**WHAT IS EXPECTED**
In the records that follow, find each line containing "content" and copy it.

[Collected data]
+++++

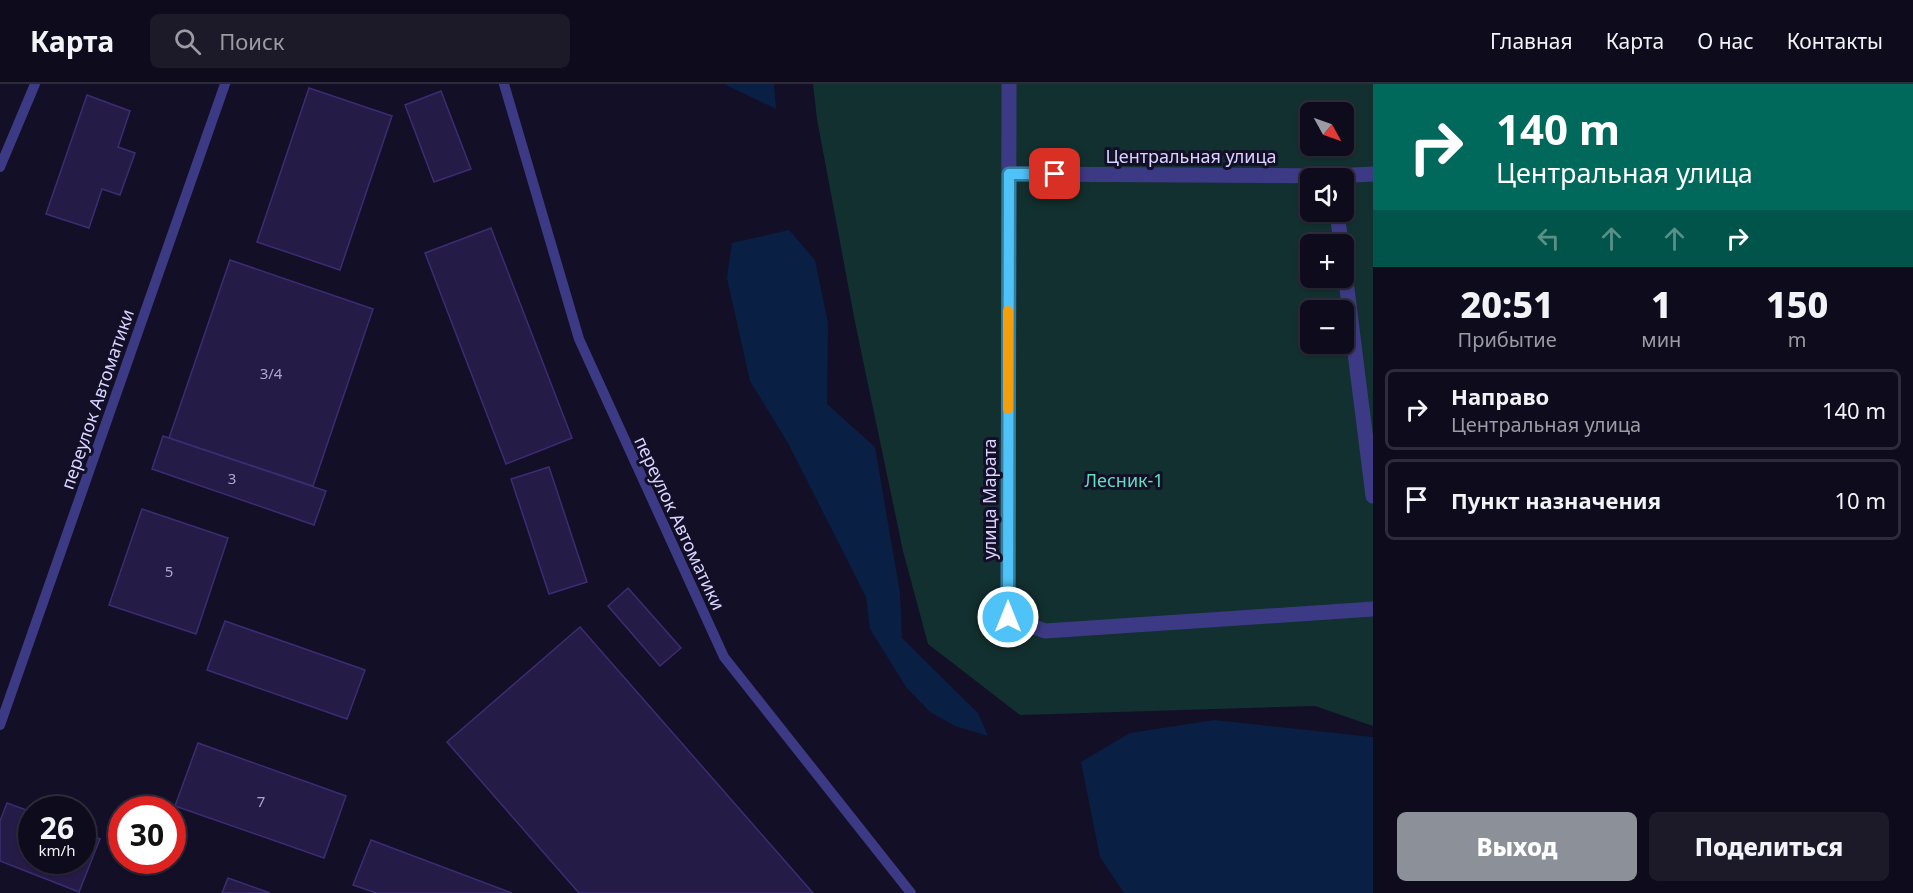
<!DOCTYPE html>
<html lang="ru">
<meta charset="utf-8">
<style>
body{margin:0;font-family:"Noto Sans",sans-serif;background:#1c1929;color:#f1f3f6;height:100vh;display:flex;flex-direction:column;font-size:22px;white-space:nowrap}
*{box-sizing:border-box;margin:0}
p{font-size:20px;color:#9b9ba3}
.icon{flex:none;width:33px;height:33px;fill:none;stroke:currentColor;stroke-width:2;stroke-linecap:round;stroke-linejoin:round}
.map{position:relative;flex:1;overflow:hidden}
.details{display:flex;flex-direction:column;background:#0e0b1c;width:540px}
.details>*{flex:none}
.guide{background:#00695c;color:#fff;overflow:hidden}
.needle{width:39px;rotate:130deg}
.fabs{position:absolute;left:1300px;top:18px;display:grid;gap:12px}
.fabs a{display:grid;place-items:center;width:54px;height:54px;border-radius:9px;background:#0e0b1c;box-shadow:0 2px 4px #0004,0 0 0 2px #2e2b3b;font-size:30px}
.speed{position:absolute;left:18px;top:712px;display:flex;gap:12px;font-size:30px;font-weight:700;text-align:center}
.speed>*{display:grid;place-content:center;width:78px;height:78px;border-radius:50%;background:#0e0b1c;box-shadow:0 2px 4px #0004,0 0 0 2px #2e2b3b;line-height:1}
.speed small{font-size:15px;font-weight:400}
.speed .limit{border:9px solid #d22;background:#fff;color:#111}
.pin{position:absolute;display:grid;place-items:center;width:51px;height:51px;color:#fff;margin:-26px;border-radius:12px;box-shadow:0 3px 9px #0006}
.me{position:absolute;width:66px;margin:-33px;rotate:0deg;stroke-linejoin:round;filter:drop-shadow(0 0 4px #0008)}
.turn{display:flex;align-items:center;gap:21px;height:126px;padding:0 24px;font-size:27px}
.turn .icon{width:78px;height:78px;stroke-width:2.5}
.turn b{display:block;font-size:42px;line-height:51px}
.lanes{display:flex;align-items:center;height:57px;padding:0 24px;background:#0003;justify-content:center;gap:30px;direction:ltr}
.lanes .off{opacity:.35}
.eta{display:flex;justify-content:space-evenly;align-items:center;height:102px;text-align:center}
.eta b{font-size:36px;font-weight:800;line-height:42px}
.primary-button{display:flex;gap:12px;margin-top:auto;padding:12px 24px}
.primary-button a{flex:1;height:69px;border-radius:9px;background:#8c9099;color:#fff;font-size:24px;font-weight:800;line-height:69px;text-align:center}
.primary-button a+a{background:#1c1929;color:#f1f3f6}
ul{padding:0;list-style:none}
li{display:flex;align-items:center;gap:18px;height:81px;margin:0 12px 9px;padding:0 12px;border:3px solid #2e2b3b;border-radius:9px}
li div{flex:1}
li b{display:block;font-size:22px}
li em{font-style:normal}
header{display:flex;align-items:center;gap:36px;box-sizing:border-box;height:84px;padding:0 30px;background:#0e0b1c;border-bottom:2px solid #2e2b3b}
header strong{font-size:28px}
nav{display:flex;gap:33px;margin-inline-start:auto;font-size:21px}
.search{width:420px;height:54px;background:#1c1929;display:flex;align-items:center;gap:15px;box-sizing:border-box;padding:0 21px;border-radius:9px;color:#9b9ba3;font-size:22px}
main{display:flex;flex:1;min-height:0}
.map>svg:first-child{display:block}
.green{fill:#12302f;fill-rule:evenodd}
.water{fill:#0a1f44}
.building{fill:#241b47;stroke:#3b2d73;stroke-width:1.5}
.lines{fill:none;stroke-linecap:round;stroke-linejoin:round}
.lane{stroke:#3d3a85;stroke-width:10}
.street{stroke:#3d3a85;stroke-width:15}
.route-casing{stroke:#337fa1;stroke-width:15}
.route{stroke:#4fc3f7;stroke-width:10}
.slow{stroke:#f59e0b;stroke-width:10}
.labels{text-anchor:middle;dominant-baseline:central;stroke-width:6;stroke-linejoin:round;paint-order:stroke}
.number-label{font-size:15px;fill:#aca6d1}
.street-label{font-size:18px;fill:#d9d4ff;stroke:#130f26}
.park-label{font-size:18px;fill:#5fe0c0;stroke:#130f26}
</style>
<header>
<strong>Карта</strong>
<div class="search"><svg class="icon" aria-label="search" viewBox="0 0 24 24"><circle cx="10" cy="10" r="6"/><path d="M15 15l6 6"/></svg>Поиск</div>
<nav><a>Главная</a><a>Карта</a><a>О нас</a><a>Контакты</a></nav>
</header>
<main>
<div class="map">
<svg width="1373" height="809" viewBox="0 0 1373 809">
<rect width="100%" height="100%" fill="#130f26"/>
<!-- green -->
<path class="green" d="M813 0H1373V642L1315 622 1020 631 928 560 903 467 855 238 817 35ZM1311 28H1344V62H1311ZM1311 94H1344V128H1311ZM1311 160H1344V194H1311ZM1311 226H1344V260H1311Z"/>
<!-- water -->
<g class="water">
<path d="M725 0H774L776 25 728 2Z"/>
<path d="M789 146 815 176 828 239 827 320 875 363 900 509 902 554 978 629 988 652 955 642 930 628 906 603 870 545 866 513 788 359 750 297 727 194 732 159Z"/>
<path d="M1214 636 1373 653V809H1124L1100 773 1081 678 1130 649Z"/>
</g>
<!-- building -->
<g class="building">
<path d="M309 4 392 32 340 186 257 158Z"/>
<path d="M441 7 471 85 434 98 405 21Z"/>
<path d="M87 11 130 27 118 63 135 69 120 111 102 105 89 144 46 130Z"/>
<path d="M491 144 572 354 506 380 425 169Z"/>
<path d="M230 176 373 225 313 402 169 354Z"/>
<path d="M163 352 326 407 314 441 152 385Z"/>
<path d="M549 383 587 498 549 510 511 395Z"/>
<path d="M142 425 228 454 196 550 109 521Z"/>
<path d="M628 504 681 564 660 582 608 522Z"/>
<path d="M225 537 365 586 347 635 207 586Z"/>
<path d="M580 543 813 809H579L447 658Z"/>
<path d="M198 659 346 712 324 774 175 722Z"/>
<path d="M7 719 32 728V777H82V748L100 755 79 808 0 777V737Z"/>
<path d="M371 756 512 809H376L353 801Z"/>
<path d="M228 794 270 809H222Z"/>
</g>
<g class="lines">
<!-- lane -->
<g class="lane">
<path d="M504 0 579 255 724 573 911 809"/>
<path d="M0 83 35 0"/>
<path d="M0 641 225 0"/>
</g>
<!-- street -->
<g class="street">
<path d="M1009 0 1008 533 1045 547 1373 525"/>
<path d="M1009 90 1333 92 1373 90"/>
<path d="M1337 128 1341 160"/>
<path d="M1344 181 1373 412"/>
</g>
</g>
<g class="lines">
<!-- route casing -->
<g class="route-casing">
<path id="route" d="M1008 533 1009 90H1055"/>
</g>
<!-- route -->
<use href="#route" class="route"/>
<!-- slow -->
<path class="slow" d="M1008 325V227"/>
</g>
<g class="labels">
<!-- number labels -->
<g class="number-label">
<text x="271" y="289">3/4</text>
<text x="232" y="394">3</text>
<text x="169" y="487">5</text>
<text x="261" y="717">7</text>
</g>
<!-- street labels -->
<g class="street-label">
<text x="1191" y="72">Центральная улица</text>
<text transform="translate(97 315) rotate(-71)">переулок Автоматики</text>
<text transform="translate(989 415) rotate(-90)">улица Марата</text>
<text transform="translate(680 439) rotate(65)">переулок Автоматики</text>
</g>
<!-- park labels -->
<g class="park-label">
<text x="1124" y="396">Лесник-1</text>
</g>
</g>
</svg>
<div class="fabs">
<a><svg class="needle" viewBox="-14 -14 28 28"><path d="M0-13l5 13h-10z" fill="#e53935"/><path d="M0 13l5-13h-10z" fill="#9b9ba3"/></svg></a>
<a><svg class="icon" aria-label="sound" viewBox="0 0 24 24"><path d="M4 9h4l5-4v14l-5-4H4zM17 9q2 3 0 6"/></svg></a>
<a>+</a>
<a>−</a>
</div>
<div class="speed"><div>26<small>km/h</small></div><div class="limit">30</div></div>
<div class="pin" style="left:1055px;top:90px;background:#d93025"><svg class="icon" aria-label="arrive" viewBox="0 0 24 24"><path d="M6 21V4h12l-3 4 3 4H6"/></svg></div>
<svg class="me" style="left:1008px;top:533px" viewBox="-20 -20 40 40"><circle r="17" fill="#4fc3f7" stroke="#fff" stroke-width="3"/><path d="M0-11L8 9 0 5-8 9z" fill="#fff"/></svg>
</div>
<section class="details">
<div class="guide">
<div class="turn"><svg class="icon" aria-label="right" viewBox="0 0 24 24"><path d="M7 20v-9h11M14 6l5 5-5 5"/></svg><div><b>140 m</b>Центральная улица</div></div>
<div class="lanes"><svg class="icon off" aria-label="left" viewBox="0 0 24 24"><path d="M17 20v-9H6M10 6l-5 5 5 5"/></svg><svg class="icon off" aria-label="ahead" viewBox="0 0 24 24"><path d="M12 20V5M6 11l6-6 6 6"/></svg><svg class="icon off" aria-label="ahead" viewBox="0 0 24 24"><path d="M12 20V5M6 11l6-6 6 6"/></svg><svg class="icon" aria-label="right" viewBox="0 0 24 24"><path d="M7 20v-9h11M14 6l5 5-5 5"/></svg></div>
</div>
<div class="eta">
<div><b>20:51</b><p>Прибытие</p></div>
<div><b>1</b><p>мин</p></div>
<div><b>150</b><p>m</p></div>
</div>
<ul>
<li><svg class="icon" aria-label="right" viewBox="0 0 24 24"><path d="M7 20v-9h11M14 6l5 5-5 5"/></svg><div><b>Направо</b><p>Центральная улица</p></div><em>140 m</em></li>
<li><svg class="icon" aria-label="arrive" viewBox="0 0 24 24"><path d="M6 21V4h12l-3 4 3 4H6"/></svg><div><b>Пункт назначения</b></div><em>10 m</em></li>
</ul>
<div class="primary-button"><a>Выход</a><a>Поделиться</a></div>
</section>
</main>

+++++

**OUTPUT OF THE TASK**
.speed>*{display:grid;place-content:center;width:78px;height:78px;border-radius:50%;background:#0e0b1c;box-shadow:0 2px 4px #0004,0 0 0 2px #2e2b3b;line-height:1}
.lanes{display:flex;align-items:center;height:57px;padding:0 24px;background:#0003;justify-content:center;gap:30px;direction:ltr}
.eta{display:flex;justify-content:space-evenly;align-items:center;height:102px;text-align:center}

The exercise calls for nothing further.